Here's a list of the five, together with their winning score in relation to par and their statistical rankings for the week.

2015 - Jamie Donaldson -21 DD - 14 DA - 22 GIR - 13 SC - 45 PA - 1
2014 - Lee Westwood -8 DD - 4 DA - 29 GIR - 8 SC - 19 PA - 5
2013 - Sergio Garcia -22 DD - 19 DA - 8 GIR - 15 SC - 1 PA - 2
2012 - Charl Schwartzel -25 DD - 16 DA - 15 GIR - 1 SC - 1 PA - 1
2011 - Lee Westwood -22 DD - 6 DA - 10 GIR - 3 SC - 16 PA - 3

DD - Driving Distance
DA - Driving Accuracy
GIR - Greens In Regulation
SC - Scrambling
PA - Putting Accuracy

Lee Westwood, when winning the title for a second time in 2014, is the only winner not to reach at least 21-under-par, demonstrating just how easy a test Amata is for the pros if the wind doesn't blow, and if you drive well.

Blustery conditions were encountered in 2014 and as a result, scoring was far tougher but in all five editions, whatever the weather, a strong game from the tee was rewarded. Long and straight is what's needed at Amata Spring.

The rough doesn't look too demanding but a missed fairway usually means trouble. The ball nestles right down in the innocuous looking rough and playing from the fairway is a lot less stressful.

Bubba Watson (in his pomp) struggled here because he got very frustrated by repeatedly missing fairways. Some of the holes are tough and it's very hard to make par from the rough so a strong driving game is essential.

It's also noteworthy that fifth was the worst any winner ranked for Putting Average.

Is There an Angle In?

Matt Cooper makes a solid case for looking at form at Paris National in his each-way column and another venue that appears to correlate nicely is Valderrama.

Charl Schwartzel, who hacked up here by a whooping 11 strokes, has never performed well here but the other three men to win here have fine records at the Spanish track. As does Martin Kaymer, who was placed here twice.

Valderrama is another course where straight driving gets rewarded.

In-Play Tactics

What little evidence we have suggests that being up with the pace throughout is vital.

After a jaded third round, the last course winner, Donaldson, slipped from first to second before the final round but he was right up there in the first two places all week and every winner of the Thailand Golf Championship was up with the pace all the way and for four of the five years, relatively calm conditions meant for really good scoring and four easy winners.

Lee Westwood won the inaugural event wire-to-wire by seven strokes and it could have been more - he was 11 strokes clear at halfway!

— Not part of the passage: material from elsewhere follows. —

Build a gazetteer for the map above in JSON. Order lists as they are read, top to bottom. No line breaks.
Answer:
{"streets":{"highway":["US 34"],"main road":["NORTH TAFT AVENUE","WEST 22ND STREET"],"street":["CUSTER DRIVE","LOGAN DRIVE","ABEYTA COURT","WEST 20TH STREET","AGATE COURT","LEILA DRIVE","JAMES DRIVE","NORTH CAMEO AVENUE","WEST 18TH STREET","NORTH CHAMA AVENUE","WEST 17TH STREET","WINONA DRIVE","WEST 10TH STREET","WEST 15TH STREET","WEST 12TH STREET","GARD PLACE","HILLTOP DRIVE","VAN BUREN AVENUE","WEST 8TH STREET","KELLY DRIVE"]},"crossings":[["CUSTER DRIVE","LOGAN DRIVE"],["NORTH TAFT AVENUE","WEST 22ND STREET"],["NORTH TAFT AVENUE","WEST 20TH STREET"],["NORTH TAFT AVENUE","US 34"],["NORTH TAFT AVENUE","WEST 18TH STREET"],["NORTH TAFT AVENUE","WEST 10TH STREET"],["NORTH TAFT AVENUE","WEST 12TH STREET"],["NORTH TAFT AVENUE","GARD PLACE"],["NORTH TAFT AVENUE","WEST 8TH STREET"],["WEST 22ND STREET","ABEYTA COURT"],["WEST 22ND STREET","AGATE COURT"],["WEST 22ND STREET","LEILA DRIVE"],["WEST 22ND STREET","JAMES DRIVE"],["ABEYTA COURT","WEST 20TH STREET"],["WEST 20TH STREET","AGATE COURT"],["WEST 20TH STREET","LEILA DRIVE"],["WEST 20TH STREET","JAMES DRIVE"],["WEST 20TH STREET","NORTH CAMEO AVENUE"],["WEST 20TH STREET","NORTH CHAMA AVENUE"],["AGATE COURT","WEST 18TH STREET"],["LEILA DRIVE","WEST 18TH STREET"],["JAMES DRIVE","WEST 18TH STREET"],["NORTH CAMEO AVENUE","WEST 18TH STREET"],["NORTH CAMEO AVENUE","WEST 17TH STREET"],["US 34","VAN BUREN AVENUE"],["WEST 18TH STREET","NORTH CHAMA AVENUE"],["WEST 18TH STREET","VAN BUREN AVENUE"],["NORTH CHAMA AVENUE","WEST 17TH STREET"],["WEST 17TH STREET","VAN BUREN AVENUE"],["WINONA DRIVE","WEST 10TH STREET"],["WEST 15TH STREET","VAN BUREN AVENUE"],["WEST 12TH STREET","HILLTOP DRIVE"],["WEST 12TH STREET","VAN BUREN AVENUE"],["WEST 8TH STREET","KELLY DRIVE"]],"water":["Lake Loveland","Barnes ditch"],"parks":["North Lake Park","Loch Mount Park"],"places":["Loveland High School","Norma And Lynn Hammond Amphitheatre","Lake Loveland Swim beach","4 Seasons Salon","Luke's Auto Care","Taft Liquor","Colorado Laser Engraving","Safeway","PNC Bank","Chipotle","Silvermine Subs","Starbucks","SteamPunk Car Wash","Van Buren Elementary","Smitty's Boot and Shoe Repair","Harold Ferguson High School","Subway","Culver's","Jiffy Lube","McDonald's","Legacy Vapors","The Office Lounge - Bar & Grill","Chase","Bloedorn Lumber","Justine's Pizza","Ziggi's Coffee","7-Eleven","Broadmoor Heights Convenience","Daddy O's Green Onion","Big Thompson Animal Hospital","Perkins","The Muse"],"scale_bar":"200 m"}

Schwartzel also made all the running 12 months later, winning by a margin of 11, Sergio Garcia hit the front at halfway before going on to win by four in 2013 and the last winner, Donaldson won cosily by three strokes, but when the wind blew in 2014 we witnessed all sorts of in-running shenanigans...

The 16th is described as "arguably the toughest par 4 on the back nine", the 17th is played to an island green, much like the 17th at Sawgrass, and the finishing hole, another par 4, is far from easy. Water is in play all the way down the left-hand side of the hole but if you err on the side of caution and find the rough right of the fairway, a par is no pushover, so it's a tough finish.

Martin Kaymer was matched at 2.01/1 before he three-putted the 17th in 2014, and Marcus Fraser hit a low of 1.538/15 before he bogeyed 18. Westwood had begun the final round just two off the lead but he bogeyed the first two holes and at one stage he trailed by fully seven strokes during the final round so in tricky conditions, coming from off the pace is certainly possible.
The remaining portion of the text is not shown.